Problem to work on: Some lines in the data below hold the string "border". Report how many, as a bare number.

--- START ---

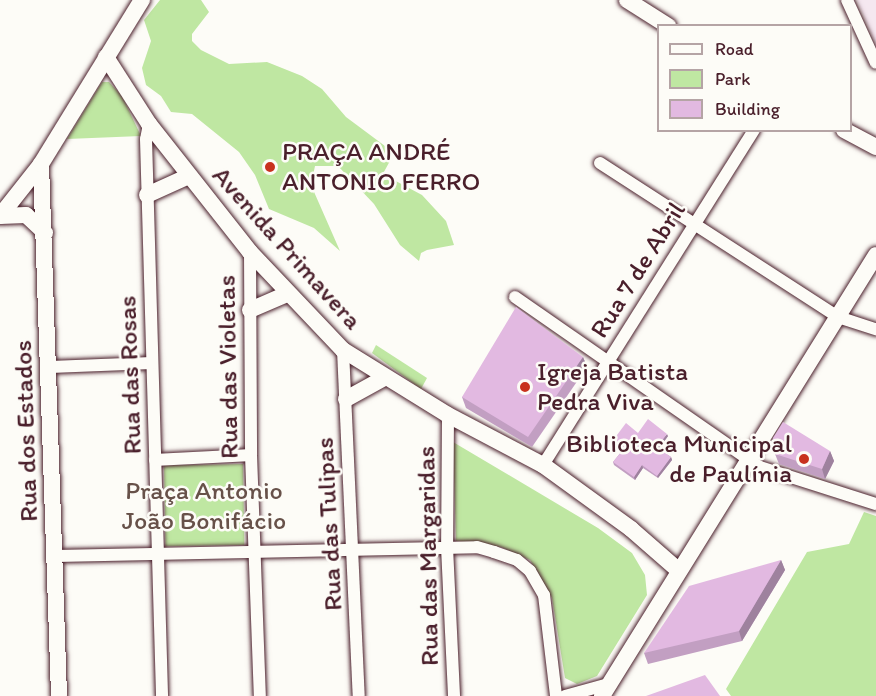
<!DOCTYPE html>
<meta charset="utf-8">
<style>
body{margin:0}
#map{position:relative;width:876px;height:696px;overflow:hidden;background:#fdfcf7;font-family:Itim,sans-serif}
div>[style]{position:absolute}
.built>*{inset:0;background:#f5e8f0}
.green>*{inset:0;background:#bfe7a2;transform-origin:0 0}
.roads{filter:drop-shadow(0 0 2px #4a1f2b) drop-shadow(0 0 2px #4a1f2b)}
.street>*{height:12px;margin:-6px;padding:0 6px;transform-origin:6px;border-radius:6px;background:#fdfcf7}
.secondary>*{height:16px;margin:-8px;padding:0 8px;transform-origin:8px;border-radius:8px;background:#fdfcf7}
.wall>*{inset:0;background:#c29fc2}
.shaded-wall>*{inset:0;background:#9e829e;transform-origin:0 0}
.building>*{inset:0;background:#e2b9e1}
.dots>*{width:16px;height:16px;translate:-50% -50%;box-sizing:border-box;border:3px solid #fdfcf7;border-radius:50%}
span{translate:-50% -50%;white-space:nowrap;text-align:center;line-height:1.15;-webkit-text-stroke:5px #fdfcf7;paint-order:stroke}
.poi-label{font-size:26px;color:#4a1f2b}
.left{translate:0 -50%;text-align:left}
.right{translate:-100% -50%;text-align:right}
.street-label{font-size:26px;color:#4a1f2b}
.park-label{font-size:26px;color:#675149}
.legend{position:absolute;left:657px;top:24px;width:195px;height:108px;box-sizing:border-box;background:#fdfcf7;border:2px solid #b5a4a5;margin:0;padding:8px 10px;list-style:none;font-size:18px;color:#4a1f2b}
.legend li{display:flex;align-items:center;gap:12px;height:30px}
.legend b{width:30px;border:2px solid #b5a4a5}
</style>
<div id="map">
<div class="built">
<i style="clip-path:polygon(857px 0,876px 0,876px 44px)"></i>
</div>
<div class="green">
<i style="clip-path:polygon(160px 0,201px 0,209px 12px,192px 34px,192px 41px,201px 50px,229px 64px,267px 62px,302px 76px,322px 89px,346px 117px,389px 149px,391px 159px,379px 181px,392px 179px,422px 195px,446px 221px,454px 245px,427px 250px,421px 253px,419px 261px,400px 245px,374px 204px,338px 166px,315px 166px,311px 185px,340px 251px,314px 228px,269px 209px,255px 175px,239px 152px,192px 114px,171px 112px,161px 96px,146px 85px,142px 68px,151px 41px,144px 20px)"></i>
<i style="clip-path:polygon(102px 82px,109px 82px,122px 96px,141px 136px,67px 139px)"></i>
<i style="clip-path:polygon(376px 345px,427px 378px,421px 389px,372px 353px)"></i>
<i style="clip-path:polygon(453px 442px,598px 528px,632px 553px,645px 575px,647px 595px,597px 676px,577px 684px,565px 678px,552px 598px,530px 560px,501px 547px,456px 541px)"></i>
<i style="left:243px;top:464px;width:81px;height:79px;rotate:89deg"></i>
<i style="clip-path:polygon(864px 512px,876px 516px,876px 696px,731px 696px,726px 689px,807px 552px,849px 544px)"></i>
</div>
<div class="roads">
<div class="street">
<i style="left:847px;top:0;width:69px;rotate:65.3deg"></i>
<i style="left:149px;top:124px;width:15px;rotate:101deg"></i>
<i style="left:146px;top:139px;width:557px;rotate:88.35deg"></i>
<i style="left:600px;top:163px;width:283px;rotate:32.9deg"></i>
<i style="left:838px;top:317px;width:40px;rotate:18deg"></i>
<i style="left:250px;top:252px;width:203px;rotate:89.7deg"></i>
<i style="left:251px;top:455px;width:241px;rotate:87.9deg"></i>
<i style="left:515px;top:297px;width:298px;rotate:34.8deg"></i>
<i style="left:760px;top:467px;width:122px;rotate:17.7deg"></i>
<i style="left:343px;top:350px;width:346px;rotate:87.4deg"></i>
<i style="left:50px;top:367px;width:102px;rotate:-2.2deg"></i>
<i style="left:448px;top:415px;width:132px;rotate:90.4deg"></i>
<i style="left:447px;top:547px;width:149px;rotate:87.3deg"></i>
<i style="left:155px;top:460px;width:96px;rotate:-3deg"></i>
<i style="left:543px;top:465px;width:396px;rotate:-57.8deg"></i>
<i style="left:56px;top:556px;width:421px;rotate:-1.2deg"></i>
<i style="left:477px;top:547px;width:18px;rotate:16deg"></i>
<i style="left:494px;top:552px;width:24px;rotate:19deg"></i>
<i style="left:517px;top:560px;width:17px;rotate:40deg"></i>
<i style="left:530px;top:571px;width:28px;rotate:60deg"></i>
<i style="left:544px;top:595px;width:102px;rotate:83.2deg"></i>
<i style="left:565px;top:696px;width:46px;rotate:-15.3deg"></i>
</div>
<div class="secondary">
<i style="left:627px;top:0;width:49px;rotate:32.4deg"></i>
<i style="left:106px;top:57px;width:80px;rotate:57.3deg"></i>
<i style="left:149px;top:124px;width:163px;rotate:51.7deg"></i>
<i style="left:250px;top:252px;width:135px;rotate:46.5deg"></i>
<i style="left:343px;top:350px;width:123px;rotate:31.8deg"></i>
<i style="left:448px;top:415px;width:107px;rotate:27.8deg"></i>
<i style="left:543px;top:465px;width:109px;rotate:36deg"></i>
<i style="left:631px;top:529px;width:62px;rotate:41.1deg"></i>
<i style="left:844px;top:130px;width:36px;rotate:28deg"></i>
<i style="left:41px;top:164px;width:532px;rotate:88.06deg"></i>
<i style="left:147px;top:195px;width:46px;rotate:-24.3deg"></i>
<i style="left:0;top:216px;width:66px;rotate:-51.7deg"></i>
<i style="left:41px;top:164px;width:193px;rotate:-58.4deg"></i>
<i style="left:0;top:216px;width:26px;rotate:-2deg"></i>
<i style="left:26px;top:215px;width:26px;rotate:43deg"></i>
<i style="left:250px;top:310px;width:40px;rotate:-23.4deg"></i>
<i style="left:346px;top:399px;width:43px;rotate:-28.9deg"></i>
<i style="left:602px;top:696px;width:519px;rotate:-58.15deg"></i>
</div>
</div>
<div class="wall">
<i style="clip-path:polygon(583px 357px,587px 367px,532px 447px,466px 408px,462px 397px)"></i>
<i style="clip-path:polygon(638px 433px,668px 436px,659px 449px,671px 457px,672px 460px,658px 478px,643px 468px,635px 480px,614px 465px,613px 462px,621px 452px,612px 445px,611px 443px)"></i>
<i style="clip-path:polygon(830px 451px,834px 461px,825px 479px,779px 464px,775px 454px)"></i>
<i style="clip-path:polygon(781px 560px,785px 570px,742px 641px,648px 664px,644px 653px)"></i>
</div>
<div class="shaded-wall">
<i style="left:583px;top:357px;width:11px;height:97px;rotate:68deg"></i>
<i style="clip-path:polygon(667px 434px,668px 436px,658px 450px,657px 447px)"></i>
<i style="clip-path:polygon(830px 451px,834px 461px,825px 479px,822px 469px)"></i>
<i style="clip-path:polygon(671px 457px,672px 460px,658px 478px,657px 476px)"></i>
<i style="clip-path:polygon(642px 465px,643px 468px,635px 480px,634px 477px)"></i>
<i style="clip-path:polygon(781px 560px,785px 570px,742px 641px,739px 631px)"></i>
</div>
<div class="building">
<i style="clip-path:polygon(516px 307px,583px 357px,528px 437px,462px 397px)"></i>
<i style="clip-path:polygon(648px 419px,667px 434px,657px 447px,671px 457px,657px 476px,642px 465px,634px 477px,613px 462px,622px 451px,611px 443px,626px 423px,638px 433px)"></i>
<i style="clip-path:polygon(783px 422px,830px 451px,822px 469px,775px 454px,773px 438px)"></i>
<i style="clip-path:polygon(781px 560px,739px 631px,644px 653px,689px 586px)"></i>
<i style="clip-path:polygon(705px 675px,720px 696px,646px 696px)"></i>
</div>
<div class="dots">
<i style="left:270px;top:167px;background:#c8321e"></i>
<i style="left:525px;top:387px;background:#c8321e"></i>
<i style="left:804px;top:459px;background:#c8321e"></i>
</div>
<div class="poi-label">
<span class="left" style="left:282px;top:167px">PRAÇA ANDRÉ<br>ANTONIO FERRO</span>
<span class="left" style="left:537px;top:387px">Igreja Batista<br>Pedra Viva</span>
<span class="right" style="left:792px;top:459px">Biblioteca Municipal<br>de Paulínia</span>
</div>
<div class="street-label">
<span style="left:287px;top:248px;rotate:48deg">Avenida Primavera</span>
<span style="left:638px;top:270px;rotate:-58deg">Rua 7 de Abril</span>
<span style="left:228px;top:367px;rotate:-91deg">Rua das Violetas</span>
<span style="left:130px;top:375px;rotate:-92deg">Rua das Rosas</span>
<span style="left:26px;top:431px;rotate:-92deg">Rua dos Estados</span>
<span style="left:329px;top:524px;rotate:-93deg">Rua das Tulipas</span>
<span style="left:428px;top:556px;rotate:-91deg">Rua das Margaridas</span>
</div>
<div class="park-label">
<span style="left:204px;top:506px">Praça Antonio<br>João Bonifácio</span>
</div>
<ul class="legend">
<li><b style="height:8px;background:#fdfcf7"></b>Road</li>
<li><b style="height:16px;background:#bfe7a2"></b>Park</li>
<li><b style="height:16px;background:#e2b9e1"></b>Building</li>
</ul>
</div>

--- END ---

Result: 5